The guy tries to defend himself, but every hit he lands on Jake’s sides or over his elbow to break his hold doesn’t seem to have an effect. Jake is totally focused on slamming him into every available surface. Then he lets him go to return the favor and tenderize his ribs. He’s relentless as the guy immediately tries to bend down to cover his torso. It takes only two vicious punches to the jaw to finish, sending him sprawling onto the trash-littered ground, unconscious.

As soon as he’s down, Jake spins to face me, his friendly smile in place. The effect is even more startling because I realize that smile never left his face the entire time he was beating the crap out of the guy.

He’s dressed in a pin-stripe suit that does him a lot of favors. The jacket is open, revealing a buttoned vest over a white shirt and deep purple tie that makes his eyes a brighter blue.He’s gone from cute boy next door to cutthroat businessman in the blink of an eye.

Unsure of how to react, I take a step to the side to ease my way out of the alley. I’m gasping for air desperately now, and the coughing has eased. But my head and neck hurt so badly, and it’s hard to focus. My grip tightens over the baton, slowly trying to bring it into a better position to defend myself. Too slowly.

In a blink, he strides up to me, and a gentle hand goes over my wrist, keeping the weapon down. His other arm wraps around me, jerking my chest into his as his hand goes to my ass and clenches hard enough I wince. It feels like he just clamped me against him and won’t ever let go. He turns us both as if we’re dancing and carefully backs me into the bricks of a building. The smooth way his body maneuvers mine is erotic to my confused senses.
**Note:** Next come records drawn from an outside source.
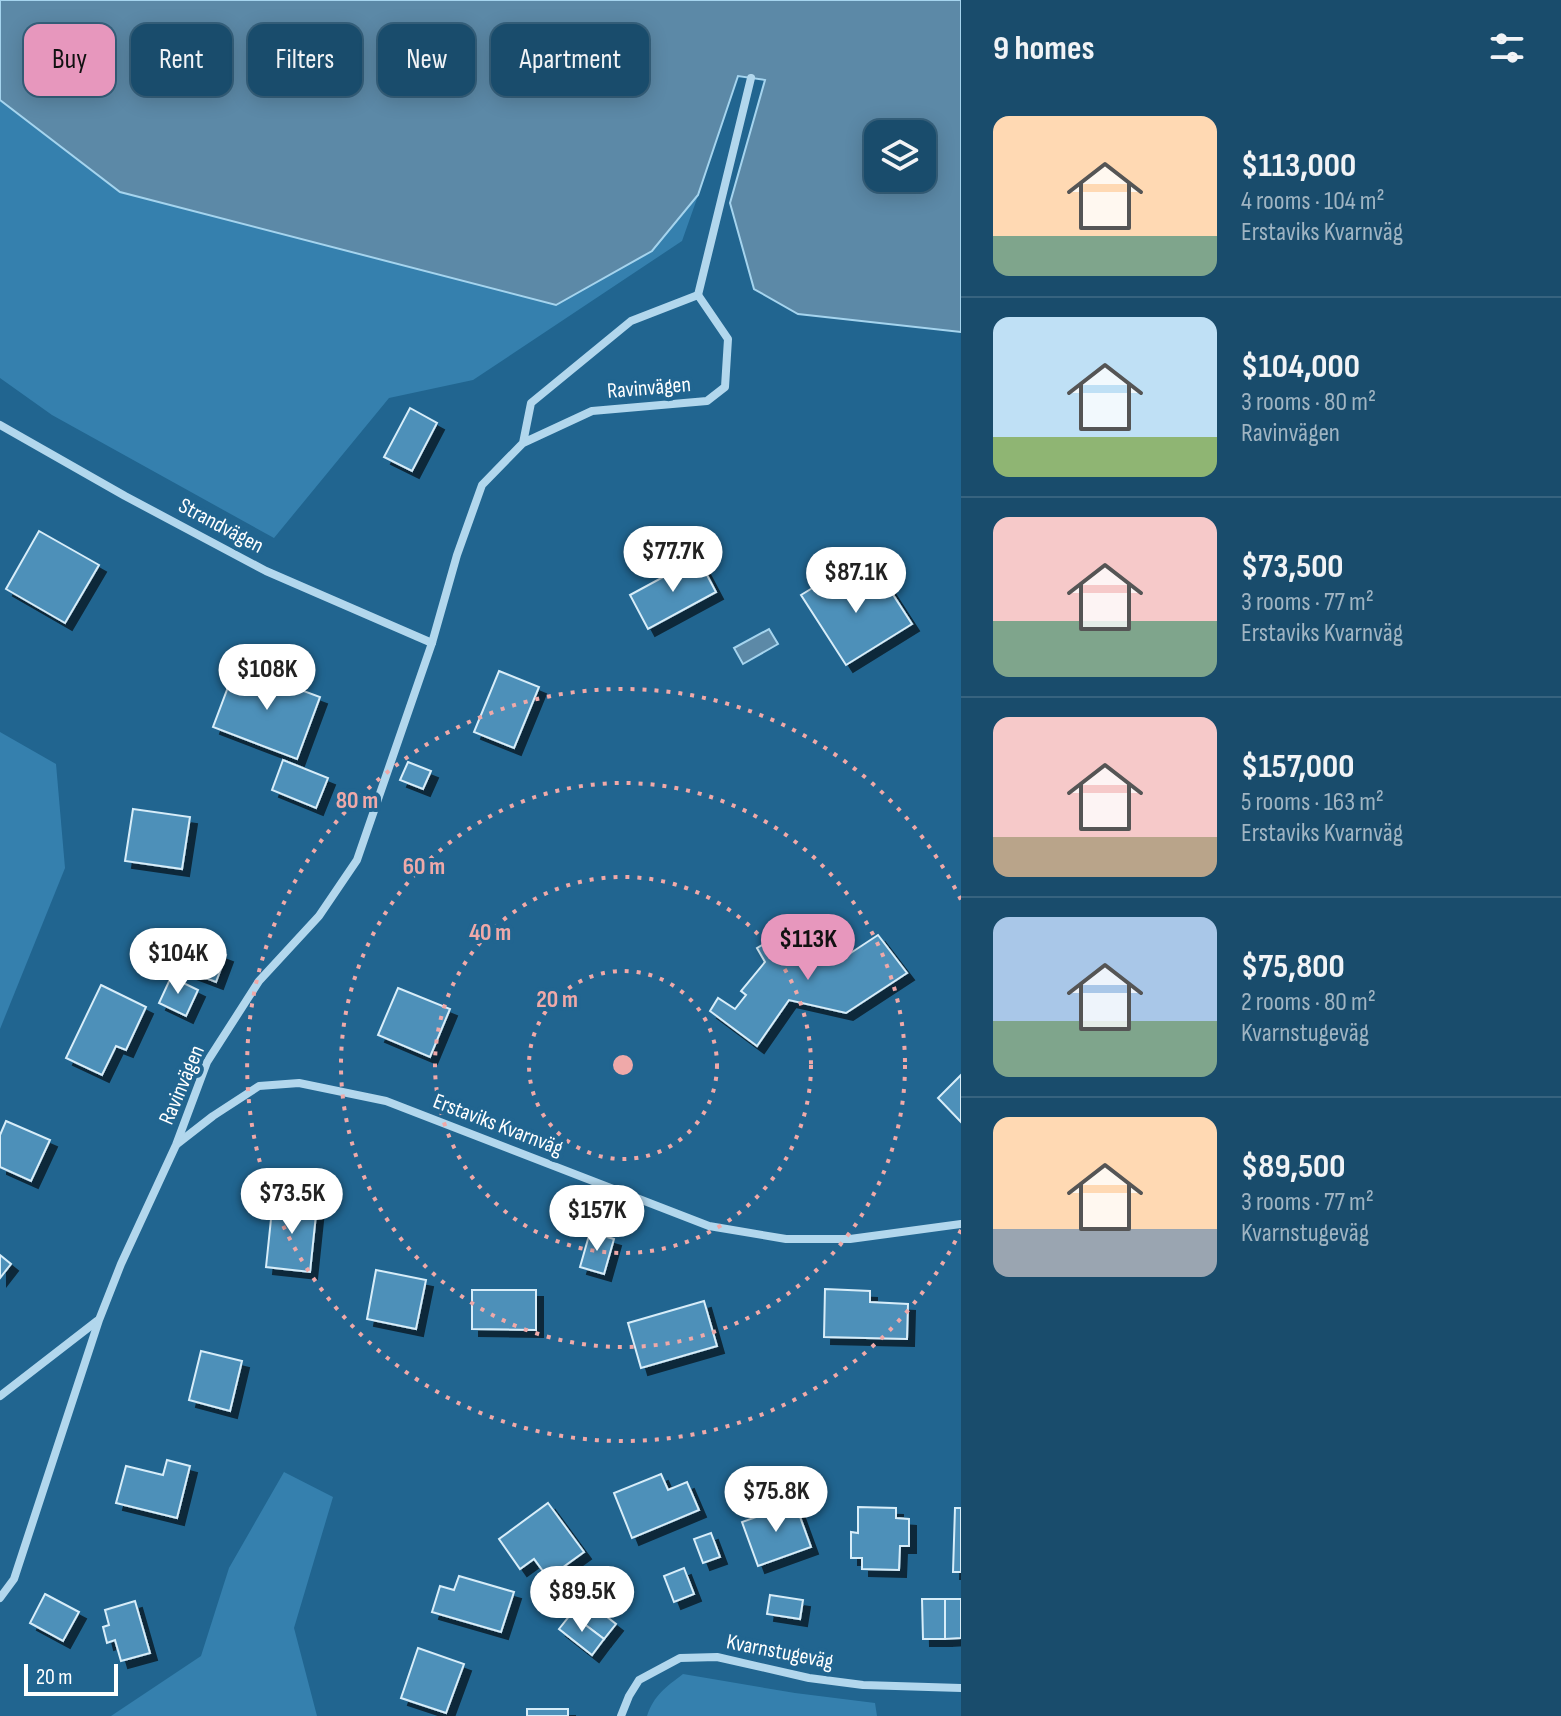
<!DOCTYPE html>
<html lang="en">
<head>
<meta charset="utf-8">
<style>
  :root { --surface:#194c6c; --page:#225372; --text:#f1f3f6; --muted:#9fb4c2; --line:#37637f; --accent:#e797bd }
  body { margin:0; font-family:"Sofia Sans Condensed",sans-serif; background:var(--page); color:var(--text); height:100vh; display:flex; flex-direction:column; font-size:30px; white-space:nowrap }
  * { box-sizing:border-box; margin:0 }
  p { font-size:26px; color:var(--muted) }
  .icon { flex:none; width:44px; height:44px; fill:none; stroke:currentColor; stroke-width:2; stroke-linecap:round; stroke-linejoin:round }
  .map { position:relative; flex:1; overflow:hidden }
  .side { display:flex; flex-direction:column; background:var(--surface); width:600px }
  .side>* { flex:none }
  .guide { position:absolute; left:24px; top:24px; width:760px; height:72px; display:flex; gap:16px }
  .buttons { position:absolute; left:864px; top:120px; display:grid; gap:16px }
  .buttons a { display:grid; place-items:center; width:72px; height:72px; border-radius:16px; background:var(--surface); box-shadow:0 4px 20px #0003,0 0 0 2px var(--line); font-size:40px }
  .scale { position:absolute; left:24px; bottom:20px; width:94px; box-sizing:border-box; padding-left:8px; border:4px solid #fff; border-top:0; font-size:22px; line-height:28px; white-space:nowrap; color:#fff; -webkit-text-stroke:6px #216590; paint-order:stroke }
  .price { position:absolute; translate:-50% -68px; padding:0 18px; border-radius:28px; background:#fff; color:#222; font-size:26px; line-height:52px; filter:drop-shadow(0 2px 4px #0008) }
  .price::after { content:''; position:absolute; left:50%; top:48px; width:24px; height:18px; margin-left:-12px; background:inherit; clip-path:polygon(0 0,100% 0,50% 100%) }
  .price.active { background:var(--accent); color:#111 }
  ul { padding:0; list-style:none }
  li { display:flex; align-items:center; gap:24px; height:200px; padding:0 32px }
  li+li { border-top:2px solid var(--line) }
  li span { display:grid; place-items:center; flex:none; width:224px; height:160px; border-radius:16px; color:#555 }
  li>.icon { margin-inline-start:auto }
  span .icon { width:96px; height:96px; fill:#fffc; stroke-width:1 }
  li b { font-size:34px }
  h2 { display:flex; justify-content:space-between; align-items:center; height:96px; padding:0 32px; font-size:34px }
  .pill { padding:0 28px; border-radius:16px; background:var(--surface); box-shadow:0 4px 20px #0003,0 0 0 2px var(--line); font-size:28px; line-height:72px }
  .pill.active { background:var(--accent); color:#111 }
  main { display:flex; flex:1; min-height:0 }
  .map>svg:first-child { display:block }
  .green { fill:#3580ae }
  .water { fill:#5c89a7; stroke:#a5d4ee; stroke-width:2; fill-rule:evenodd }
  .building { fill:#4e90b9; stroke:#d7edf9; stroke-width:2; filter:url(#shadow) }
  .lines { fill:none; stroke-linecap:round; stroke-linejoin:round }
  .minor { stroke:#b2d7ed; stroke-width:8 }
  .ring { fill:none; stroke:#efa9a9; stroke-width:4; stroke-dasharray:4 8 }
  .labels { text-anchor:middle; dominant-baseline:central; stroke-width:8; stroke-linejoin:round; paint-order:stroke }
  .street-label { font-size:22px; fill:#fff; stroke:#216590 }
  .centre { fill:#efa9a9; stroke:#216590; stroke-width:4 }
  .ring-label { font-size:24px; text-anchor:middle; font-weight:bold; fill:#efa9a9; stroke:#216590; stroke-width:8; stroke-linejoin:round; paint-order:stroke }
</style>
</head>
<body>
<main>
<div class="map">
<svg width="961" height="1716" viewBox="0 0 961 1716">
  <defs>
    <filter id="shadow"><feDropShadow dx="7" dy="7" stdDeviation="0" flood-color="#0009"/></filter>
  </defs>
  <rect width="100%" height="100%" fill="#216590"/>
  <!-- green -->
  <g class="green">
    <path d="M0,0h27l660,132 19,41 -24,68 -209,139 -84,18 -115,140 -222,-123 -52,-37z"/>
    <path d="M0,732l56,32 9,104 -65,161z"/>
    <path d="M284,1472l49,25 -39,131 23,88h-206l90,-60 28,-88z"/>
    <path d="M683,1674l112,19 80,10 2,13h-230c7,-21 19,-29 36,-42z"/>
  </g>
  <!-- water -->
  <g class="water">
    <path d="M0,0h961v332l-163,-18 -44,-25 -24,-86 35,-123 -27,-4 -40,119 -46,56 -96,54 -436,-113 -120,-92zM878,134h44v44h-44z"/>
    <path d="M769,629l9,15 -35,20 -9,-16z"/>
  </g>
  <!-- building -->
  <g class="building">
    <path d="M410,408l27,15 -25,48 -28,-14z"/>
    <path d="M39,531l60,34 -34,58 -59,-34z"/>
    <path d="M698,558l18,34 -68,37 -18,-34z"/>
    <path d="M837,573l14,22 30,-19 31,48 -66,41 -45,-70z"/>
    <path d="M236,666l84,31 -23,62 -84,-32z"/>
    <path d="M499,671l40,16 -25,61 -40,-16z"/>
    <path d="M283,760l45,18 -12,30 -44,-18z"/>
    <path d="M408,762l23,9 -8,18 -23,-9z"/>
    <path d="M133,809l57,8 -8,52 -57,-8z"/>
    <path d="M797,925l18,30 22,7 41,-27 29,38 -61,40 -57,-13 -32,46 -47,-35 8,-13 17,11 11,-14 -5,-4 24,-29 -8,-14z"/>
    <path d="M186,940l40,15 -10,27 -40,-15z"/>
    <path d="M171,977l27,13 -12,26 -27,-13z"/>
    <path d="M101,985l45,22 -20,43 -10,-4 -14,29 -36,-17z"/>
    <path d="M398,988l52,21 -20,48 -52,-22z"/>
    <path d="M961,1075v47l-23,-24z"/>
    <path d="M6,1121l44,19 -19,41 -31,-14v-32z"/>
    <path d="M273,1200l44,5 -7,67 -44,-5z"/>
    <path d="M590,1232l24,7 -10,35 -24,-7z"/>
    <path d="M0,1255l11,9 -11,14z"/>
    <path d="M376,1270l50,10 -10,49 -49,-10z"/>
    <path d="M825,1289l45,2v11l38,2 -1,35 -83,-2z"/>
    <path d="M472,1290h64v40l-64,-1z"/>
    <path d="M704,1301l13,45 -76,22 -13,-45z"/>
    <path d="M201,1351l41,10 -12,50 -41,-11z"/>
    <path d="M167,1460l23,6 -13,52 -61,-15 10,-37 37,9z"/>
    <path d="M661,1474l7,16 19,-8 12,28 -67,28 -18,-45z"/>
    <path d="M548,1503l36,49 -36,26 -14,-19 -14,10 -21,-30z"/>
    <path d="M795,1503l16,44 -53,19 -16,-44z"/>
    <path d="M858,1507l38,1v10l13,1v27h-9l-1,24 -37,-1v-11h-11v-26l7,1z"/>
    <path d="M955,1508h6v64h-8z"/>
    <path d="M711,1533l9,24 -17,6 -9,-24z"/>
    <path d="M684,1568l10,26 -20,8 -10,-26z"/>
    <path d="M459,1576l55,16 -13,40 -69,-20 8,-26 14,4z"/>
    <path d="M45,1594l34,18 -16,29 -33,-18z"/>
    <path d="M770,1595l33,5 -3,19 -33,-5z"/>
    <path d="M583,1598l33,26 -12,15 -33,-25z"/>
    <path d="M922,1599h23v40h-22z"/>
    <path d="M945,1599h16v39l-16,1z"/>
    <path d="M135,1601l15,52 -29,8 -6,-21 -8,3 -4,-16 6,-2 -4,-15z"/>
    <path d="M571,1614l33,25 -12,16 -33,-26z"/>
    <path d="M418,1648l46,16 -18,49 -45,-15z"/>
    <rect x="527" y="1709" width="41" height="7"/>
  </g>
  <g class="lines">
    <!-- minor -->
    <g class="minor">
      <path d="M698,295l53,-217"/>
      <path d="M0,425l125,71 141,75 166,72"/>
      <path d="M177,1144l36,-28 46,-30 40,-3 87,18 323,125 77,13h64l111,-15"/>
      <path d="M0,1396l97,-75"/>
      <path d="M0,1598l14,-19 85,-259 22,-56 55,-119 31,-83 52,-81 60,-65 38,-56 75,-217 25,-88 25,-70 41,-42 8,-40 100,-82 67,-26 30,44 -3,48 -18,14 -115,10 -69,32"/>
      <path d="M621,1716l8,-20 10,-16 41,-22 37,-1 92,21 54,7 98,3"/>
    </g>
  </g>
  <!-- distance rings -->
  <g class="ring">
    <circle cx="623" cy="1065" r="94"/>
    <circle cx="623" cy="1065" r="188"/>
    <circle cx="623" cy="1065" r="282"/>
    <path d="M961 1230A376 376 0 1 1 961 900"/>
  </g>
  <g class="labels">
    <!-- street labels -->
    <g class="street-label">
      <text transform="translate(649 388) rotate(-5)">Ravinvägen</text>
      <text transform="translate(221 526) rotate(28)">Strandvägen</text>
      <text transform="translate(182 1085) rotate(-67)">Ravinvägen</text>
      <text transform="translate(498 1125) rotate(21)">Erstaviks Kvarnväg</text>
      <text transform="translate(780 1652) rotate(11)">Kvarnstugeväg</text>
    </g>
  </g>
  <circle cx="623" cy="1065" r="12" class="centre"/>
  <g class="ring-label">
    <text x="357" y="808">80 m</text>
    <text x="424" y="874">60 m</text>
    <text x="490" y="940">40 m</text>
    <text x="557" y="1007">20 m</text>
  </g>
</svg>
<div class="buttons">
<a><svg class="icon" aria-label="layers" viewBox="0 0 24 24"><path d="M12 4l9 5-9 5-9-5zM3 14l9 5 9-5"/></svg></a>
</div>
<div class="scale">20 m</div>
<b class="price" style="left:673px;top:594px">$77.7K</b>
<b class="price" style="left:856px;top:615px">$87.1K</b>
<b class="price" style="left:267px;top:712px">$108K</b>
<b class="price active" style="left:808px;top:982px">$113K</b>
<b class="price" style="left:178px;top:996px">$104K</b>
<b class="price" style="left:292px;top:1236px">$73.5K</b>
<b class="price" style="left:597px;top:1253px">$157K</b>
<b class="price" style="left:776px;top:1534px">$75.8K</b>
<b class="price" style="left:582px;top:1634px">$89.5K</b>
<div class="guide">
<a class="pill active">Buy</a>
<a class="pill">Rent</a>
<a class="pill">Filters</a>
<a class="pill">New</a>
<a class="pill">Apartment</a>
</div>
</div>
<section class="side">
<h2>9 homes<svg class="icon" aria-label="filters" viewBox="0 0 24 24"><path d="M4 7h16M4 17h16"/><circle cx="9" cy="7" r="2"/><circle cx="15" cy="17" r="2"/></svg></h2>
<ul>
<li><span style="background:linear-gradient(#ffd9b3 75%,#7fa58c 0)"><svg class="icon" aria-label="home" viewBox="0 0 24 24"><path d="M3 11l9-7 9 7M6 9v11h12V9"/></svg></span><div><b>$113,000</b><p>4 rooms · 104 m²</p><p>Erstaviks Kvarnväg</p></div></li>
<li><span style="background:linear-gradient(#bfe0f5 75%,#8fb573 0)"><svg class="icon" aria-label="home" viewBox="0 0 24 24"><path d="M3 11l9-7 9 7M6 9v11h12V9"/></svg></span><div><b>$104,000</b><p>3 rooms · 80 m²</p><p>Ravinvägen</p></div></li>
<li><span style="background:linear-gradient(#f6c9c9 65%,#7fa58c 0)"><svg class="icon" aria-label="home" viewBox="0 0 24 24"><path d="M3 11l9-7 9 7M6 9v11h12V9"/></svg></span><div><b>$73,500</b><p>3 rooms · 77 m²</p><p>Erstaviks Kvarnväg</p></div></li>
<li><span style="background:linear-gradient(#f6c9c9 75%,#b9a48a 0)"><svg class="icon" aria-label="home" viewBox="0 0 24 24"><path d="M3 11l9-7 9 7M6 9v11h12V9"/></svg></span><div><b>$157,000</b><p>5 rooms · 163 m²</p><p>Erstaviks Kvarnväg</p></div></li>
<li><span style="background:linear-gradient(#a9c7e8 65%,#7fa58c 0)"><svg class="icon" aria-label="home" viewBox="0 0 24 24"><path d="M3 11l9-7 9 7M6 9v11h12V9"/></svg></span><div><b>$75,800</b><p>2 rooms · 80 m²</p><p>Kvarnstugeväg</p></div></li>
<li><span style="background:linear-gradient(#ffd9b3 70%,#9aa5b1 0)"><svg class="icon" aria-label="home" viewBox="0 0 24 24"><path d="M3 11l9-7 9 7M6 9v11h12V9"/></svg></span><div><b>$89,500</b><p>3 rooms · 77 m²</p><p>Kvarnstugeväg</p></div></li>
</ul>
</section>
</main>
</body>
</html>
“Hi,” he says softly, heated breaths panting over my face. The only sign he exerted himself a second ago.

All words desert me as the feeling of doom vanishes from my chest. The smile fades from his face and the expression I’ve seen quick flashes of takes over. His eyes seem to sharpen and become more intense. The only difference this time is that he looks less like a mad scientist and more like a serial killer who has his prey cornered. He takes in the swelling at my cheek, the split in my eyebrow, and the new necklace I’m sure is going to turn black and purple soon.

I’m not fighting him. Or putting up any kind of struggle as he fully presses his body to mine. My brain is screaming at me to run while my heart is sayinghey, it’s Jake! He isn’t hurt.He feels even better than he looks. I didn’t realize I was still that concerned for him until the feeling drops away.